È una coproduzione con il Teatro Massimo di Palermo, la Shaanxi Opera House e l’Opéra Royal de Wallonie-Liège quella che riporta in scena a Torino il Rigoletto e che trova la sua ragion d’essere prima di tutto nel debutto nella regia d’opera di una (ennesima) star del cinema americano.
John Turturro ha in più occasioni dichiarato di amare la musica operistica italiana, Verdi e Puccini in particolare. Come da copione, ha aggiunto che questo suo incontro è importante per il suo percorso musicale attraverso l’Italia e che, non addetto ai “lavori”, si è avvicinato al mostro sacro in punta di piedi, studiando e cercando di renderne lo spirito senza stravolgere il senso e senza far danni alla musica…

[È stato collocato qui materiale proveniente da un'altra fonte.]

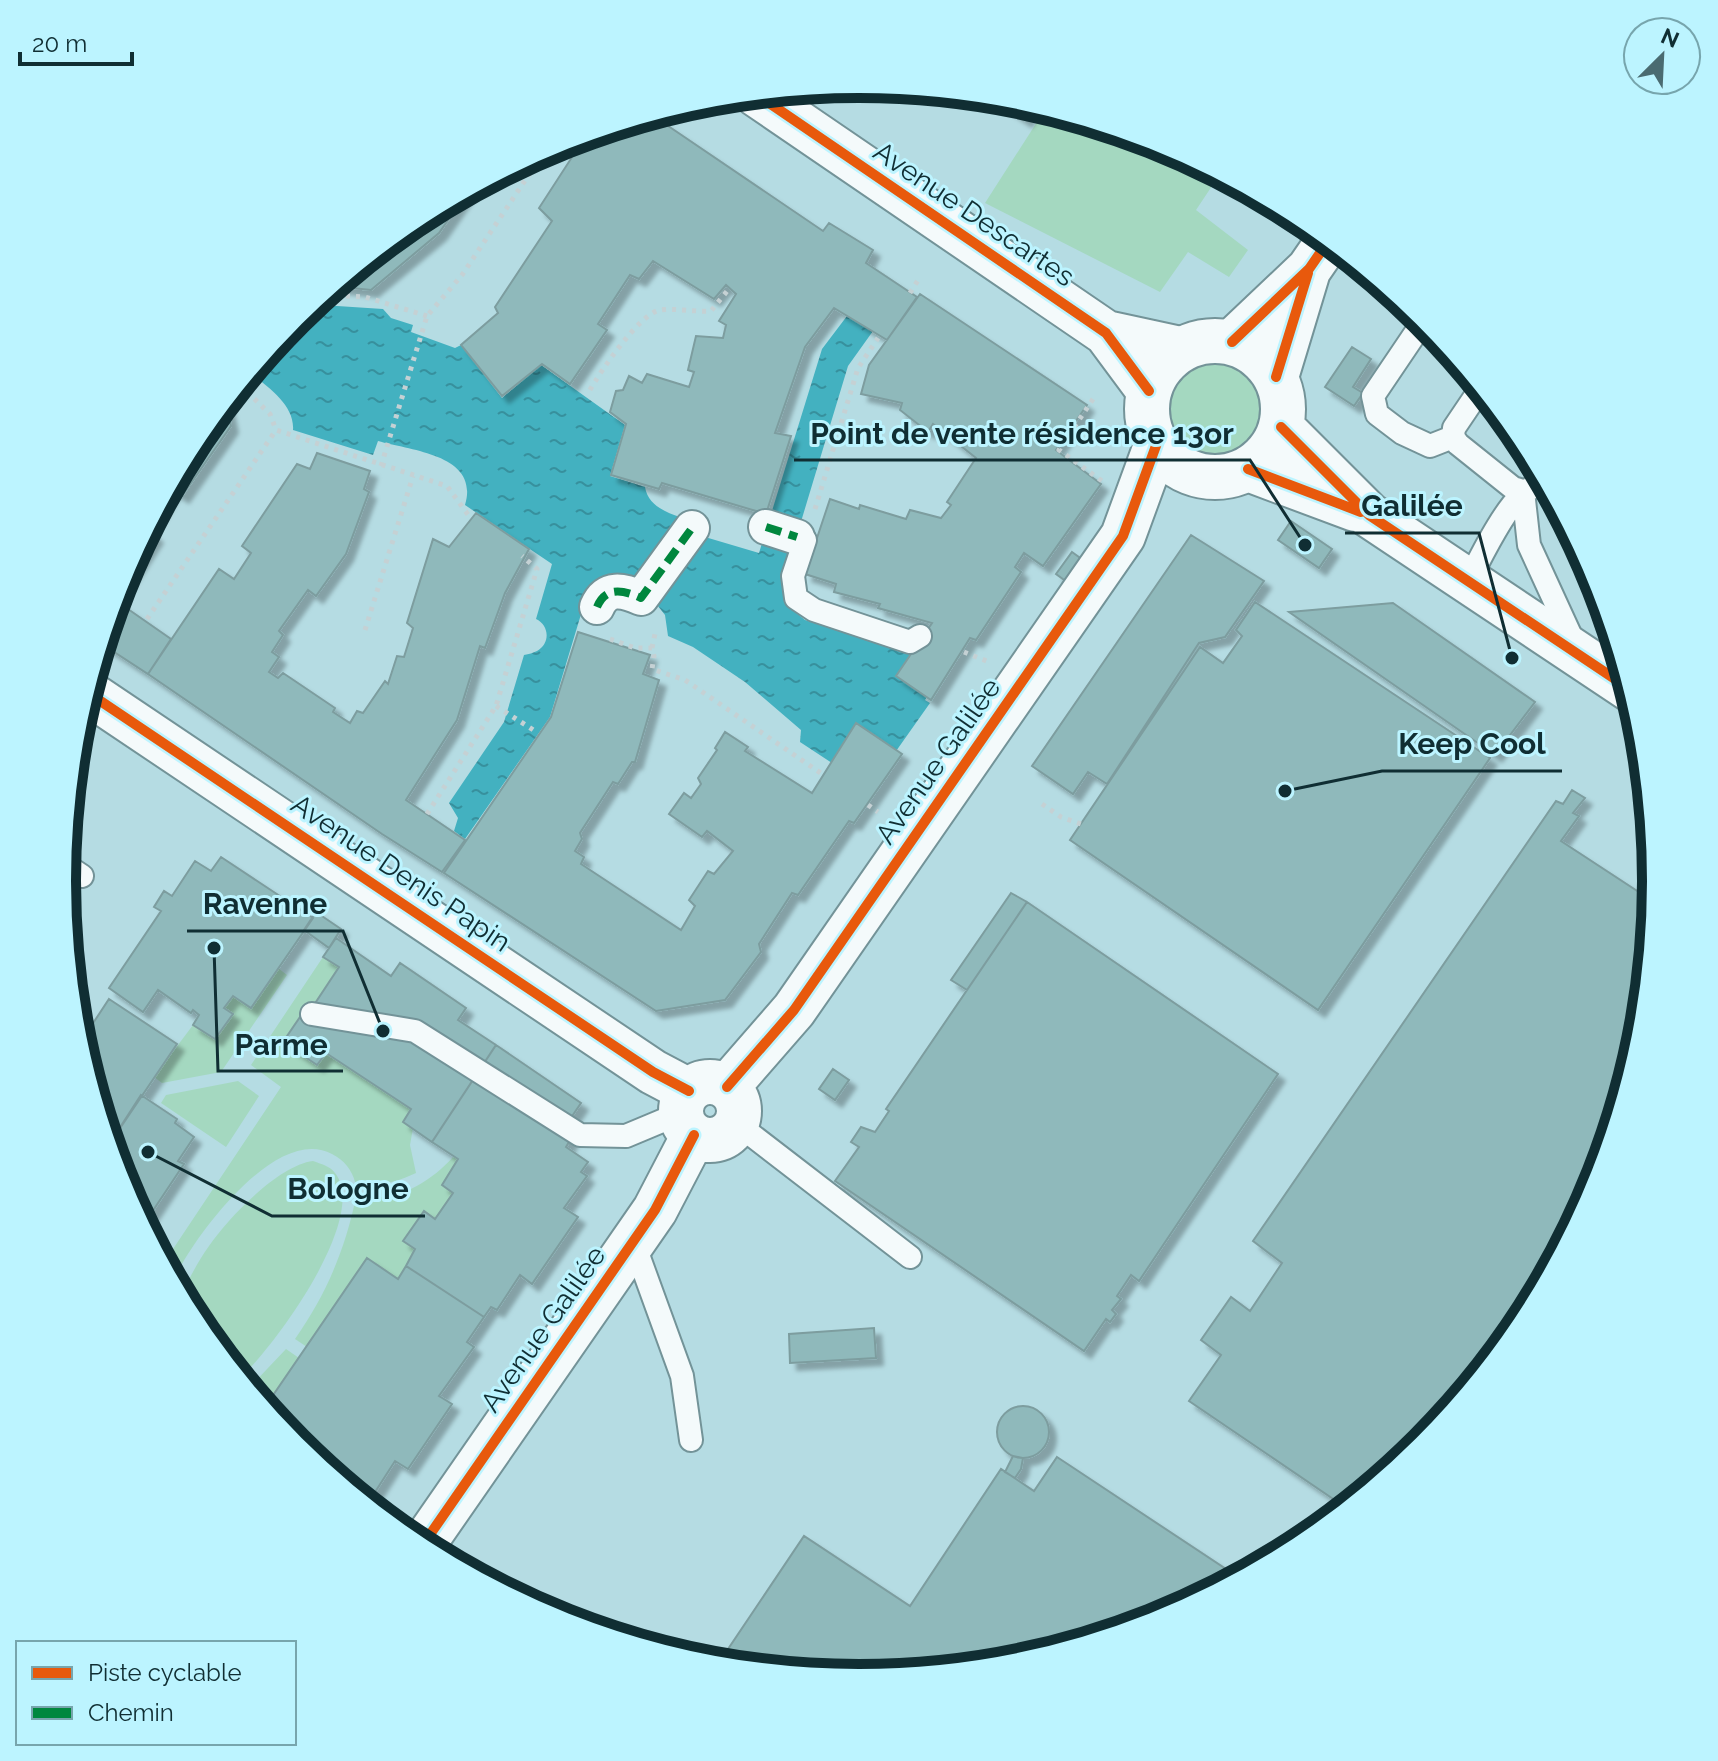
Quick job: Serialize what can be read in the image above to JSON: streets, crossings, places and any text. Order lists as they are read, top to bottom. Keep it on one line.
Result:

Un po’ poco, francamente ! Posta in questi termini è una storia già sentita, un mettere le mani avanti che non giustifica lo spettacolo per il modesto esito artistico complessivamente raggiunto, su cui hanno pesato soprattutto regia e direzione musicale.
Il Rigoletto di Turturro non disturba, non scandalizza, è genericamente rispettoso delle didascalie e non stravolge la vicenda, andando tutt’al più ad aggiungere qua e là qualche dettaglio.
Al massimo, dunque, ci ritroveremo una gobba che Rigoletto mette a corte e toglie rientrando a casa, dopo il lavoro. Quanto più forte allora sarebbe stata l’immagine di un bel Rigoletto giovane quanto basta, e aitante, ma intimamente deforme ? In cui la moralità si trasforma e si corrompe al punto da tradire chi lo mantiene, meritando il castigo Divino, rassicurante al punto giusto per le corti regnanti, i cortigiani e, insomma, i padroni non solo della Mantova del XVI secolo ma anche quelli d’ogni tempo ?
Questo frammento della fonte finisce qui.